I must agree thats freaking identical to my fiancee's car when we first started dating. To bad it wont start or i would reccomend you take it to autozone and and they can test it for free. My guess is the alternator too. If you replace it and start it it should charge up the battary for you but you still should get a start from the car even with a bad alternator. Anything else strange happen recently while driving?


----------



## jamesmk (Jul 27, 2007)

*Re: 2000 Chevy Malibu Electrical & Engine Died*



Midnight Tech said:


> This is factory applied tape on the harnesses...dunno, but all GM's seem to be this way.


Weird



Midnight Tech said:


> Have you ever had alternator trouble on this car? Sure sounds like a bad alternator.


You really think that a bad alternator would cause all the the electronics to fail as if there's no battery at all?

You think rapping on the alternator might get the thing to start??


----------



## jamesmk (Jul 27, 2007)

*Re: 2000 Chevy Malibu Electrical & Engine Died*



Codeman0013 said:


> My guess is the alternator too. If you replace it and start it it should charge up the battary for you but you still should get a start from the car even with a bad alternator.


Unfortionatly there is no power at all. Even when I use jumper cables to hook to another running car.



Codeman0013 said:


> Anything else strange happen recently while driving?


Not that I recall.

Well, I can give it a shot. I hope it's just the alternator.

I've had a string of bad luck with the car recently.

Dented the door, cracked a $500 alloy rim, battery died, now the alternator (I hope).

Feeling seriously peed off...

What's worse is been my fault (up till now).

I've had no trouble until now (except for the few electrical problems I mentioned earlier), so at least it hasn't been a money pit.


----------



## jaggerwild (May 21, 2007)

*Re: 2000 Chevy Malibu Electrical & Engine Died*



jamesmk said:


> Weird
> 
> 
> You really think that a bad alternator would cause all the the electronics to fail as if there's no battery at all?
> ...


Hey JamesMK,
No hitting the alternator won't help it to start, If you can go to auto zone they have a load tester to test your systems charging capacity. the reason it keeps dieing is that your running the car off the battery power but the alternator isn't recharging the system eventually it will just shut off while your driving it.
Probably your battery was on its way out any ways too, more than three years is old for todays batteries.
New alternator and you should be good to go after you run it for a while to recharge the depleted battery.
Also make sure the terminals are clear of build up as this will decrease the power from the battery, if it is remove the terminal and use sand paper to clean the build up off the post, then spray the post with a little lube to stop the build up again.
Let us know how it goes.


----------



## jamesmk (Jul 27, 2007)

*Re: 2000 Chevy Malibu Electrical & Engine Died*

I thought that I'd let you guys know that I tracked down the problem, just a faulty battery cable. I didn't realize this right away because the positive terminal has TWO cables converging in a 'Y' connecter right on the terminal, so when I tested for continutity, I found it.

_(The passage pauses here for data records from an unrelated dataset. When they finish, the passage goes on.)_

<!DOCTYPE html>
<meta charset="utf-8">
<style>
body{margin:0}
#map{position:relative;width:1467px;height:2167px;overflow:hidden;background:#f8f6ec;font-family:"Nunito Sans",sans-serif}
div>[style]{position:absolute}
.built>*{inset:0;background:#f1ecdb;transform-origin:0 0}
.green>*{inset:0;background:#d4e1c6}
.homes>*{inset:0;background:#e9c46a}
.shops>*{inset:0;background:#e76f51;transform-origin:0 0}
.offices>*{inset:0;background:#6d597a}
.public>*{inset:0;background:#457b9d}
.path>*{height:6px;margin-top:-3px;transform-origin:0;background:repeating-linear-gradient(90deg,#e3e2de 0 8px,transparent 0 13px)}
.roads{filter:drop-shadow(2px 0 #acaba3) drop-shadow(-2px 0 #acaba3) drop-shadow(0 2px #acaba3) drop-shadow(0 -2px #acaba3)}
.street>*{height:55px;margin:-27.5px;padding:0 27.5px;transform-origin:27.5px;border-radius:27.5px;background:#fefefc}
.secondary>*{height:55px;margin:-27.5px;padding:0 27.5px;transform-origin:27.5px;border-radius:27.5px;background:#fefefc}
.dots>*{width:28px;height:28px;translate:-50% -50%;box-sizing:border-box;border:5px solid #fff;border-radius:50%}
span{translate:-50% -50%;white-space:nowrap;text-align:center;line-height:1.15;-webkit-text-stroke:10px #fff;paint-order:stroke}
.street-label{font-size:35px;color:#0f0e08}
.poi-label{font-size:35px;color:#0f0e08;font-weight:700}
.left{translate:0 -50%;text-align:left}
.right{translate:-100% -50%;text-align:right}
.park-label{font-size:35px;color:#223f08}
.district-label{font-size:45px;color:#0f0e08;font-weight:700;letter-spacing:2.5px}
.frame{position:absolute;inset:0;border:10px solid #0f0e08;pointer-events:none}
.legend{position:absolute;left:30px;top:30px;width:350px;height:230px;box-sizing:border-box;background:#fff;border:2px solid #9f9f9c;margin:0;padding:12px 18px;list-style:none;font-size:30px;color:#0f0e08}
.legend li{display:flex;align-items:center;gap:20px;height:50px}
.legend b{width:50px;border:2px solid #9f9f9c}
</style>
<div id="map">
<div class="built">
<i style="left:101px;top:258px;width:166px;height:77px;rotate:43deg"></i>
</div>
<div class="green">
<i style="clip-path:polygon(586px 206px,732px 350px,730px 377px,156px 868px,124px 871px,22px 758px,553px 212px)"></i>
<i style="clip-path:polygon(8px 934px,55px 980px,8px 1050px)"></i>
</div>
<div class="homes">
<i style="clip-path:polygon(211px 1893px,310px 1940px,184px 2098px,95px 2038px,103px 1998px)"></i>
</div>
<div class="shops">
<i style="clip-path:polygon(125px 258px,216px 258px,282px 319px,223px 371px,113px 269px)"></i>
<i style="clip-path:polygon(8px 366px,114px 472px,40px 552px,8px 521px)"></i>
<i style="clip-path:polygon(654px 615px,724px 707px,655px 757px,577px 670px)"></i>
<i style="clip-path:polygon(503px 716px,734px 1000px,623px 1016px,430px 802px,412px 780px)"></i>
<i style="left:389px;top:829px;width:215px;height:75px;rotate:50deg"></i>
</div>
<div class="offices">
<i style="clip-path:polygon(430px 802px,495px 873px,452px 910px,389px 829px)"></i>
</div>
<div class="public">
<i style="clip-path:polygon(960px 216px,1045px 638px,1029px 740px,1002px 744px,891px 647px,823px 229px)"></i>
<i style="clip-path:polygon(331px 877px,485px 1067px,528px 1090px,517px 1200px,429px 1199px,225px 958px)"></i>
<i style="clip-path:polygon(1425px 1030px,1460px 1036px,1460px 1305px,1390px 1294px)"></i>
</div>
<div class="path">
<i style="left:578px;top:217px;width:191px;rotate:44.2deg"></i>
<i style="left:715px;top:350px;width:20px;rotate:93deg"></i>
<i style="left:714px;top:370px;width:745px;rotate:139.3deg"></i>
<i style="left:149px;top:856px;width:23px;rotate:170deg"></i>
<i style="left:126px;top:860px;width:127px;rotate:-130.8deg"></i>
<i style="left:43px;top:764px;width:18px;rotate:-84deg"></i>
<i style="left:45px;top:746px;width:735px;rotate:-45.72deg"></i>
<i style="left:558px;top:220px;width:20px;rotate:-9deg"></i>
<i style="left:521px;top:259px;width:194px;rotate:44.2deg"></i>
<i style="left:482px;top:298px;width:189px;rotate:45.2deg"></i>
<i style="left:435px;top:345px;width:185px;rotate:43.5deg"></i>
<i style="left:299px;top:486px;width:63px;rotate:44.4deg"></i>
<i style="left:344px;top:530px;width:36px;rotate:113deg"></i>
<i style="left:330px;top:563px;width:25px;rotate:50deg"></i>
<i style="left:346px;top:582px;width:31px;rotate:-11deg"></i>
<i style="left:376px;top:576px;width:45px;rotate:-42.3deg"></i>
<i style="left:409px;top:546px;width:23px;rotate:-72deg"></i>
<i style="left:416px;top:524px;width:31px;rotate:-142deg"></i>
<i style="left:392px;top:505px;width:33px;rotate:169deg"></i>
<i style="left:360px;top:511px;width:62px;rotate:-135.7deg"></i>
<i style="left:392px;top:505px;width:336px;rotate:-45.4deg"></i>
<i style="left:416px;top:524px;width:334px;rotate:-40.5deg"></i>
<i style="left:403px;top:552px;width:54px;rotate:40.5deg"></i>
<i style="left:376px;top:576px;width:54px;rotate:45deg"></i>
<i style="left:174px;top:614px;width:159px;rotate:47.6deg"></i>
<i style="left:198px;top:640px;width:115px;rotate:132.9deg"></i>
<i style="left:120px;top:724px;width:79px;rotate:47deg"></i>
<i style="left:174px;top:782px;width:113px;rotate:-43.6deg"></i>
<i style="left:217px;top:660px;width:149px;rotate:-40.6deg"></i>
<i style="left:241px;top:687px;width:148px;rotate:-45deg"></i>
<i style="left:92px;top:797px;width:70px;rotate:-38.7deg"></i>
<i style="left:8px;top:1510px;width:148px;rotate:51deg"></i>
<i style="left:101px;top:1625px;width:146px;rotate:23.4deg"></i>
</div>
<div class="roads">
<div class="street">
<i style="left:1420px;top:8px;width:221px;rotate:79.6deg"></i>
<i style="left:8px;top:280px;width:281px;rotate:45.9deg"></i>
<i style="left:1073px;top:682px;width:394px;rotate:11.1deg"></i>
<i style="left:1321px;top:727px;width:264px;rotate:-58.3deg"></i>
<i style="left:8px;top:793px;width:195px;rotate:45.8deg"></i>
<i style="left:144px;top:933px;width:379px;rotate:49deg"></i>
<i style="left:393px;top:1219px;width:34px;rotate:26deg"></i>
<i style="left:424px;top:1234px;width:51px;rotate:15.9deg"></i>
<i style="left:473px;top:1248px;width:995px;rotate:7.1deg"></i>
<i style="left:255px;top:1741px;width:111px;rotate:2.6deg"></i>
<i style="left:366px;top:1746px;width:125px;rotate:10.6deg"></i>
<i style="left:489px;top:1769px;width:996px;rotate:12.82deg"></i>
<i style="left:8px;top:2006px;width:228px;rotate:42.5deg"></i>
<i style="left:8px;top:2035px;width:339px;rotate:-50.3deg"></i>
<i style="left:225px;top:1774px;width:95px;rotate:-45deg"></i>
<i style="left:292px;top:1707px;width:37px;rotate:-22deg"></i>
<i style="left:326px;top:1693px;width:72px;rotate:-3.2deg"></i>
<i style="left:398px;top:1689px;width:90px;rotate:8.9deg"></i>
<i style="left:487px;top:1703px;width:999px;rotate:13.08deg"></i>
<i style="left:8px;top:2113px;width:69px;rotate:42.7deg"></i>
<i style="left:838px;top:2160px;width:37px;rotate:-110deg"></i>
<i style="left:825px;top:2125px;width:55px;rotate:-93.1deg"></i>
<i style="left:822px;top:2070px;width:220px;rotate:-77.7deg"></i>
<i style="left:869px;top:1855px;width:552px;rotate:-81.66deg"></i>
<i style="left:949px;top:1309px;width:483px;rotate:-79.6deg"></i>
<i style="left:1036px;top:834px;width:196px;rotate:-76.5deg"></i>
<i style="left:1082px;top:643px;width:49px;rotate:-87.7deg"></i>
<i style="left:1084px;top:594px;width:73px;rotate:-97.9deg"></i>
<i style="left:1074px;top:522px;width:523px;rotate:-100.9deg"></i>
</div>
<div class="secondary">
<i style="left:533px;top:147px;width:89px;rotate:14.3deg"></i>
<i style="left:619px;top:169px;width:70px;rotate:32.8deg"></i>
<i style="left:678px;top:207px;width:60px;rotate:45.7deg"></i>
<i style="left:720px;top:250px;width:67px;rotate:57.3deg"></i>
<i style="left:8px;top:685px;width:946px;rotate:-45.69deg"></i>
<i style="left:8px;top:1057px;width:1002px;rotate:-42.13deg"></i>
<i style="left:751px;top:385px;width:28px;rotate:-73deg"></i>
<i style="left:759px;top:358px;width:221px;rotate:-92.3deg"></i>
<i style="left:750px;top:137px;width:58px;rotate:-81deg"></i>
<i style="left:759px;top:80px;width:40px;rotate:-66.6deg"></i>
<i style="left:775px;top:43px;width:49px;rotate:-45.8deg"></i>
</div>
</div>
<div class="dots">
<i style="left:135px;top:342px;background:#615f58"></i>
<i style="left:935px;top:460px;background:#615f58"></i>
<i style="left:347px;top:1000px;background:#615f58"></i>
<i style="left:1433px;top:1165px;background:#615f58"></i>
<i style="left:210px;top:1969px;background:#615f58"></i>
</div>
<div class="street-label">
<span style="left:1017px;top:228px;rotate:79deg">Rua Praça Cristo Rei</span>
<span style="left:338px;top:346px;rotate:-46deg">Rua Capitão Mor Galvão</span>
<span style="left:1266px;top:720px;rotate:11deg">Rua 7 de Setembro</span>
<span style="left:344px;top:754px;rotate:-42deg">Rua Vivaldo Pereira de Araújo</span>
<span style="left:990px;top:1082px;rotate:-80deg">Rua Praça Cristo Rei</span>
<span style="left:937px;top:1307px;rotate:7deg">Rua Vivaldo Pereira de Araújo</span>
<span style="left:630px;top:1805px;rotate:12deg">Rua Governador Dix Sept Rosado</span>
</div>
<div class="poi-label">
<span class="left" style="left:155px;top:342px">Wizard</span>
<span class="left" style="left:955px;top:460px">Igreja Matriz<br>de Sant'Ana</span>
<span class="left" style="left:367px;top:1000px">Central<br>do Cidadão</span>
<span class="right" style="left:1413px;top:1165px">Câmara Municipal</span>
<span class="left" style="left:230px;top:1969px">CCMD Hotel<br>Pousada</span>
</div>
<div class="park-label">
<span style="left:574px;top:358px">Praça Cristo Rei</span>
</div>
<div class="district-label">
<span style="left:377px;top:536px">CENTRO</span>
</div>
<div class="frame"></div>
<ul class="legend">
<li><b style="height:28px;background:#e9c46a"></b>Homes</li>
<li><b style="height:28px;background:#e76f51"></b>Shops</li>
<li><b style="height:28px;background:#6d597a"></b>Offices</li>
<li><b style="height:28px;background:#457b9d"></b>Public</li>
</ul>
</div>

I was wondering something though, at one point I found that part of the engine cover and alternator case sparked when connected to the negitive battery terminal. I can't immagine that this is normal.

Anyway, thanks for all the suggestions!
]


----------



## jaggerwild (May 21, 2007)

*Re: 2000 Chevy Malibu Electrical & Engine Died*

James,
Any time you hook the power, like when you jump it, it's going to spark. Glade you have the problem fixed and it wasn't the alternator.


----------



## Midnight Tech (Dec 31, 2001)

*Re: 2000 Chevy Malibu Electrical & Engine Died*

If all is good jamesmk, gonna mark as resolved...PM if this problem crops back up and I'll reopen this thread.


----------